De Belastingdienst stelt het percentage van de overgang van een onderneming vast en registreert deze overgang. Dit overgangspercentage wordt vervolgens door de

Belastingdienst en UWV toegepast bij de toerekening van WGA-uitkeringen. De

Belastingdienst deelt het percentage van de overgang echter niet mee aan de betrokken ondernemingen. Dit is een ongewenste situatie. Daarnaast wordt een overgang van een onderneming op dit moment geregeld niet tijdig ontdekt.

Daarom worden twee maatregelen voorgesteld om de kwaliteit van de registratie bij overgang van een onderneming te verbeteren. Deze worden hieronder nader toegelicht.

2. Beschikking inzake overgang van een onderneming

Overgang van een onderneming, geheel of gedeeltelijk, heeft gevolgen voor de

toerekening van lasten op grond van de ZW en de Werkhervattingsregeling gedeeltelijk arbeidsgeschikten in de Wet werk en inkomen naar arbeidsvermogen aan de overdrager en de toerekening van die lasten aan de verkrijger of verkrijgers.

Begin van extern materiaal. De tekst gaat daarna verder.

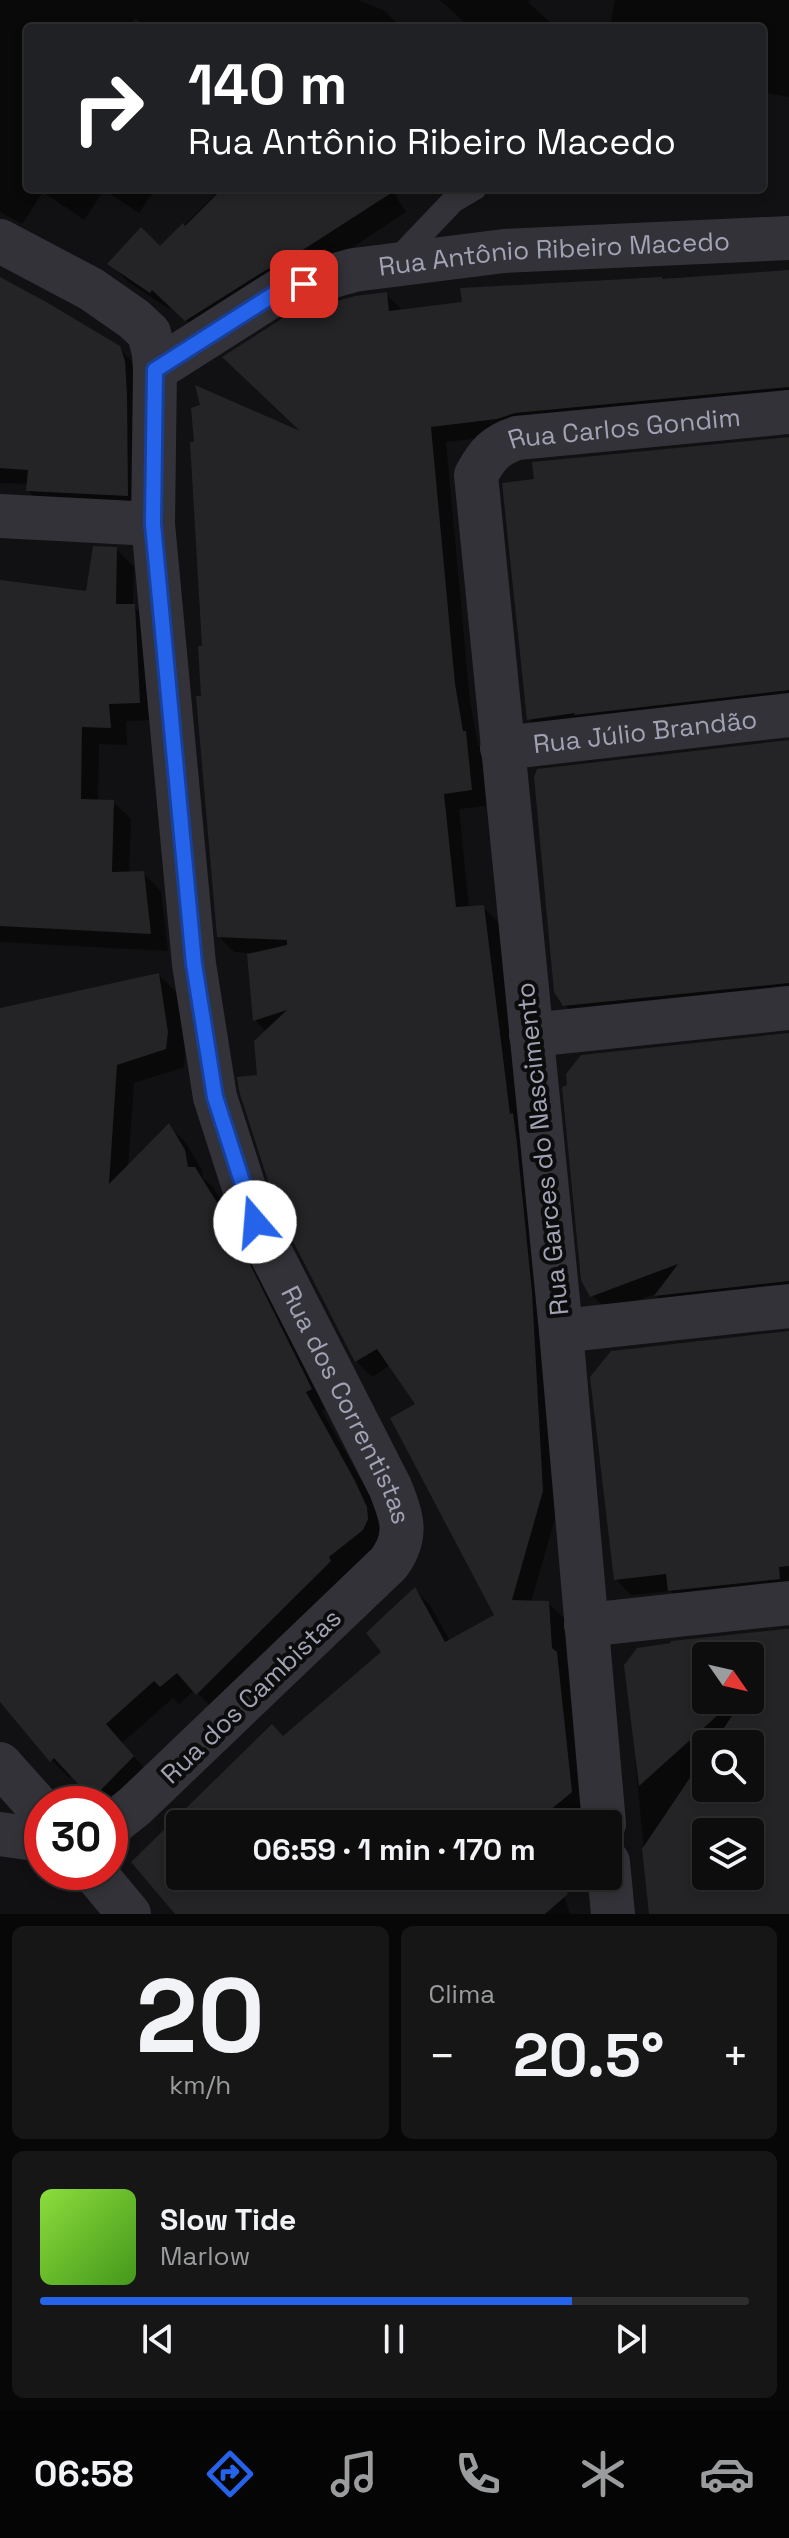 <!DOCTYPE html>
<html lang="pt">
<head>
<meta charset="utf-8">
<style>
  :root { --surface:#0d0d0e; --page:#161617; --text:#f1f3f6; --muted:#9a9c9e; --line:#2d2d2e; --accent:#2563eb }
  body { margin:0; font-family:"Space Grotesk",sans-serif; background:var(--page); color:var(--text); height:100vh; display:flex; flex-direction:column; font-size:30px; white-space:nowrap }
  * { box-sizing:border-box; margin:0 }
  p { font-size:26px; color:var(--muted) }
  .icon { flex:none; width:44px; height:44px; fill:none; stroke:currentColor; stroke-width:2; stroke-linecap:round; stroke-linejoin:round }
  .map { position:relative; height:1914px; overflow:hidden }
  .sheet { display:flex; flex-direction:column; gap:12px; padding:12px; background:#070708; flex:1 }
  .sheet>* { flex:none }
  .guide { position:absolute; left:24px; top:24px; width:742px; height:168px; border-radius:8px; box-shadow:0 4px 12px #0003,0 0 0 2px var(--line); background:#202124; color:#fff; overflow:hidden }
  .needle { width:52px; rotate:124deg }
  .fabs { position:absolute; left:692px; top:1642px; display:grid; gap:16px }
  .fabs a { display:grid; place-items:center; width:72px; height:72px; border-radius:8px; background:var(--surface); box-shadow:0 4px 12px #0003,0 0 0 2px var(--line); font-size:40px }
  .speed { position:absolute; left:24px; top:1786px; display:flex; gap:16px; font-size:40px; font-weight:700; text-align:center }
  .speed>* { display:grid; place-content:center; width:104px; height:104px; border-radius:50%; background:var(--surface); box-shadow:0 4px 12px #0003,0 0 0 2px var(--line); line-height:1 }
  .speed .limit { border:12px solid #d22; background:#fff; color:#111 }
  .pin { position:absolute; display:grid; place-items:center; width:68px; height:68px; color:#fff; margin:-34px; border-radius:16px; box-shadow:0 4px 12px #0006 }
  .me { position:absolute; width:88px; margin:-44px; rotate:342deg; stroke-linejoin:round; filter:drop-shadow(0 0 6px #0008) }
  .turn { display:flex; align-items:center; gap:28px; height:168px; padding:0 32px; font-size:36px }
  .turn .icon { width:104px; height:104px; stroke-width:2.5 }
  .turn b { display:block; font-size:56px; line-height:68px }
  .big { font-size:60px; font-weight:700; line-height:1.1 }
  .sheet .card { flex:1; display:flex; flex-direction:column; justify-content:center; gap:12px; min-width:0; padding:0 28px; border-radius:12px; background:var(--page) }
  .sheet .dial { align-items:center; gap:0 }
  .dial b { font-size:104px; line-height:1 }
  .song { display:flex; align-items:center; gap:24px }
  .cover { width:96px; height:96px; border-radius:12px; background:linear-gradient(135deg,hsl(90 70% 55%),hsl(100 70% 35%)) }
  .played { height:8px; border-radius:4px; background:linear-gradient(90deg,var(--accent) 75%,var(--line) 75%) }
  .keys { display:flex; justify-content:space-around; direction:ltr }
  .heat { display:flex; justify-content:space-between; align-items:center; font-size:44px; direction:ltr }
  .sheet .tiles { flex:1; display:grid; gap:12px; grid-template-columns:1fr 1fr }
  .card:last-child { grid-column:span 2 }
  .trip { position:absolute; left:166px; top:1810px; width:456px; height:80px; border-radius:8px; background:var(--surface); box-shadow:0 4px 12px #0003,0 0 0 2px var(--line); font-weight:700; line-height:80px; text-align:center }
  .tabs { display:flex; height:128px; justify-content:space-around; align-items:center; background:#050506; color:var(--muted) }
  .tabs .icon { width:56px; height:56px }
  .tabs .active { color:var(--accent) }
  .tabs b { font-size:36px; color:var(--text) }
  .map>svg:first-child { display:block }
</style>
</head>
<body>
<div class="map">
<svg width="789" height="1914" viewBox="0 0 789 1914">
  <rect width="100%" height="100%" fill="#111113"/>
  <path fill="#0007" fill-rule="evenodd" d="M0,0H358L385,11L402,28H150L135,18L128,28H28V188H156L139,213L104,190L84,220L43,192L22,224L0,212Z
    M440,0H530L528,2L556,28H463L466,24Z
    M615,0H789V97L762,92V28H610Z
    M221,188H403L394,193L406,212L300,282L205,338L171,306L169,309L128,282L110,264L160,249Z
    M789,271V403L446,442L470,701L478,745L482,749L486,806L459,809L469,908L483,907L499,923L558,1508L531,1602L548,1603L564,1618L567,1665L572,1670L587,1808L567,1824H180V1876H558L570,1914H178L134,1863L272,1727L283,1738L384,1653L415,1590L430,1605L450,1641L497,1616L417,1405L390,1365L372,1377L356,1361L260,1077L267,1032L255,1020L249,953L234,952L218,936L203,698L204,647L307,436L386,294L402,310L664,281Z
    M0,279L118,348L136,365L144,512L45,507L28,491L29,484L0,483Z
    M789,439V707L545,735L529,719Z
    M116,549L134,567L133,606L152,624L157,720L126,721L127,745L99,744L98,801L113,802L131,819L129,874L143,873L161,891L168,951L0,942V582L88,594Z
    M789,742V1000L581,1021L565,1005Z
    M159,975L177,993L185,1052L184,1067L134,1083L128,1167L169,1126L186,1143L202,1170L203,1178L213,1187L246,1242L328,1407L322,1411L373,1501L385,1537L215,1711L195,1690L179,1704L173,1698L122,1743L150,1775L110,1804H100L72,1775L69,1778L51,1760L0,1698V1010Z
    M789,1035V1298L671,1311L655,1294L608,1311L592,1295Z
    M789,1333V1595L686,1606L671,1591L631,1595L616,1579Z
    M789,1630V1914H650L635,1757L638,1759L627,1665ZM706,1656H750V1700H706ZM706,1744H750V1788H706ZM706,1832H750V1876H706Z"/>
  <path fill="#242427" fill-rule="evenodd" d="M223,188H399L281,264L266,270L185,321L152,290L150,293L107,264L141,227L160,246L183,223L185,226Z
    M789,270V387L515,413L497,419L431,427L455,684L463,731H466L472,790L444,794L456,907L484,905L510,1114L513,1113L517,1144L532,1292L543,1491L512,1600L549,1601L552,1648L557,1652L572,1792L549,1811L551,1814L539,1824H180V1876H555L568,1894L545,1914H175L131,1862L272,1724L283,1736L381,1652L366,1633L387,1613L415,1587L445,1642L494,1615L390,1418L415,1404L377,1349L355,1362L278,1212L239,1091L237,1077L257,1075L254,1041L287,1010L253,1021L247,954L287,945V940L217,937L196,696H201L198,646H202L190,442H194L191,408L200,405L195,385L300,431L222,357L289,314L355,296L387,292L389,311L462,302L460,288L662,277V279Z
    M0,277L48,303L120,346L125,361L127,394L128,496L26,491L28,470L0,468Z
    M789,437V690L574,715L575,713L527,720L502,483L534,479L532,462Z
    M93,546L117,547L116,604H135L140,703L109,704L111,728L82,727L81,799L114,800L112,872L144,871L151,934L0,926V580L86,591Z
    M789,740V983L563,1006L554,992L534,777L537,769Z
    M159,973L168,1032L166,1049L117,1065L109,1184L169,1123L185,1150L188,1167H195L229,1222L312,1389L306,1392L355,1481L367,1507L368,1519L363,1530L329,1557L331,1561L196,1695L177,1673L160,1687L154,1681L106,1724L134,1756L92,1799L54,1758L50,1762L0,1702V1008Z
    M789,1033V1281L654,1296L678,1264L590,1297L581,1280L562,1087L567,1085L566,1074L581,1055Z
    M789,1331V1566L779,1567L780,1579L668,1591L666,1574L614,1580L590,1377L611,1351Z
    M785,1629H789V1914H649L642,1849L706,1754V1788H750V1744H713L734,1713L727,1707L639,1786L624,1665L637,1648L671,1643V1641ZM706,1656H750V1700H706ZM706,1832H750V1876H706Z"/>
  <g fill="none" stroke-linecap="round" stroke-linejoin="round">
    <path stroke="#323238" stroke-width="24" d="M393,264L453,201L475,188"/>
    <g stroke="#323238" stroke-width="44">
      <path id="s1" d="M0,241L91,289L134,319L149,333L154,354L155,370L153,524L194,964L215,1097L255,1222L390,1487C402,1517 409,1535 389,1563L135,1806L110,1826"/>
      <path id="s2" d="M155,370L279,291L354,270L504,251L789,238"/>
      <path d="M0,516L153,524"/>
      <path id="s3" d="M502,748L789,715"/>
      <path d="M531,1035L789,1008"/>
      <path d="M561,1331L789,1306"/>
      <path d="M586,1625L789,1603"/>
      <path id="s4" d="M604,1824L561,1331L476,475C487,455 495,445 517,438L789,412"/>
      <path d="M0,1834L42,1840"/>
      <path d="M608,1862L613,1914"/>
    </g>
    <path stroke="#323238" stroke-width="44" d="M0,1764L42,1811
      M94,1872L129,1914"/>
  </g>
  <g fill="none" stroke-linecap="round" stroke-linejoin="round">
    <g stroke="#184099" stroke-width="20">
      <path id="route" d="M255,1222L215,1097L194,964L153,524L155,370L279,291L304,284"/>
    </g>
    <use href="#route" stroke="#2563eb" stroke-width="14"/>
  </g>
  <g text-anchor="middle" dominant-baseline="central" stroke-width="8" stroke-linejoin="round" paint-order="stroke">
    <g font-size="26" fill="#a1a3b4" stroke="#0c0c0d">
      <text stroke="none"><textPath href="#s2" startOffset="426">Rua Antônio Ribeiro Macedo</textPath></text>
      <text stroke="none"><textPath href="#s4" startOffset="1520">Rua Carlos Gondim</textPath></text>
      <text stroke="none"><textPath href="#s3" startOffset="144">Rua Júlio Brandão</textPath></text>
      <text transform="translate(542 1149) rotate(-96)">Rua Garces do Nascimento</text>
      <text stroke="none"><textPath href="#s1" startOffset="1280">Rua dos Correntistas</textPath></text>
      <text transform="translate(251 1696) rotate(-44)">Rua dos Cambistas</text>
    </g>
  </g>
</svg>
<div class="fabs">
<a><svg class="needle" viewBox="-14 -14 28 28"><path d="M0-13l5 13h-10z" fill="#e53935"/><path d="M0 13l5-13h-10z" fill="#9a9c9e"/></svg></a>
<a><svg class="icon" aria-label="search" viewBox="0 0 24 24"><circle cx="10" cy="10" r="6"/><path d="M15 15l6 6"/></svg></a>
<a><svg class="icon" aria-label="layers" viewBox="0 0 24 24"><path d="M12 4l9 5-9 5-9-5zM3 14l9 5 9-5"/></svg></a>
</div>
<div class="speed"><div class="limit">30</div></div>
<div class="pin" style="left:304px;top:284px;background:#d93025"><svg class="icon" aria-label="arrive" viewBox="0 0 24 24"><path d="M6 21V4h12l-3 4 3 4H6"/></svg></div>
<svg class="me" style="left:255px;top:1222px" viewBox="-20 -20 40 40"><circle r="19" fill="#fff"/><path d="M0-13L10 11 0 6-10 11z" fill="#2563eb"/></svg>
<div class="trip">06:59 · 1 min · 170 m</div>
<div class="guide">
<div class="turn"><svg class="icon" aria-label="right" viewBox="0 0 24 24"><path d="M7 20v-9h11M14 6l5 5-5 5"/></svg><div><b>140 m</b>Rua Antônio Ribeiro Macedo</div></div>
</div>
</div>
<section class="sheet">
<div class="tiles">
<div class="card dial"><b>20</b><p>km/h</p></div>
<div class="card"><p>Clima</p>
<div class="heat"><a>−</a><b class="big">20.5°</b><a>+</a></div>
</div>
<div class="card">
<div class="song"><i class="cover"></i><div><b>Slow Tide</b><p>Marlow</p></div></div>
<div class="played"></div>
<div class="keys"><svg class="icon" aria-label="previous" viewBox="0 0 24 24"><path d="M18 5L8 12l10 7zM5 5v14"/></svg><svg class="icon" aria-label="pause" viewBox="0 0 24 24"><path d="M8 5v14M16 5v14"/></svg><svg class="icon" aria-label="next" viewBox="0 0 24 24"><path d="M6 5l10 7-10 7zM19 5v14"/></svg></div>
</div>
</div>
</section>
<nav class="tabs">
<b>06:58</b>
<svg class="icon active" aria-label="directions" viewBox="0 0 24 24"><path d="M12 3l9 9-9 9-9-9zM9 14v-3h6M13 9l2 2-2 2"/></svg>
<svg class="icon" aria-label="music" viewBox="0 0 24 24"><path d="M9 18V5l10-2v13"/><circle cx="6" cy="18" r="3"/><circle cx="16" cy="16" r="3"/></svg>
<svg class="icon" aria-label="phone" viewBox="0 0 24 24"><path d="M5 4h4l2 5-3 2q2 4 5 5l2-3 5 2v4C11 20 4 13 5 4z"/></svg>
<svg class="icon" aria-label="climate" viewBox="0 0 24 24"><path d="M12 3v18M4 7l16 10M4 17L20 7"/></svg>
<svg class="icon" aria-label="car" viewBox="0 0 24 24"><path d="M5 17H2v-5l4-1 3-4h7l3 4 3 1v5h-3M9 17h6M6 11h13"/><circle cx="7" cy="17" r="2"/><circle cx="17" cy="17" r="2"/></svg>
</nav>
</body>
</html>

De Belastingdienst stelt bij overgang van een onderneming de nieuwe situatie vast, maar deelt dat nu niet in een beschikking mee aan werkgevers. De Belastingdienst kan en mag nu geen

beschikking afgeven vanwege het gesloten systeem van beschikkingen van de Algemene wet rijksbelastingen. Dit betekent onder meer dat bezwaar van een werkgever tegen de vaststelling van de overgang van onderneming nu alleen mogelijk is in procedures tegen premiebesluiten van de Belastingdienst voor werkgevers die publiek verzekerd zijn en tegen toerekeningsbesluiten die UWV neemt ten aanzien van eigenrisicodragers voor de WGA, omdat dat nu de eerste en enige besluiten zijn waarin de overgang van een onderneming wordt vastgesteld en bekendgemaakt. Daardoor is het eerste moment dat een werkgever die vaststelling kan bestrijden in een procedure tegen een dergelijk besluit van UWV tot toerekening aan een eigenrisicodrager of in een procedure tegen een beschikking van de Belastingdienst over de gedifferentieerde premie voor de Werkhervattingskas.

(2)

Voorgesteld wordt om werkgevers eerder te informeren over de vaststelling van het percentage van de overgang van een onderneming en daartoe wettelijk vast te leggen dat de inspecteur van de Belastingdienst over de vaststelling van de overgang van een onderneming beschikkingen afgeeft, zodra de Belastingdienst op de hoogte is van de overgang.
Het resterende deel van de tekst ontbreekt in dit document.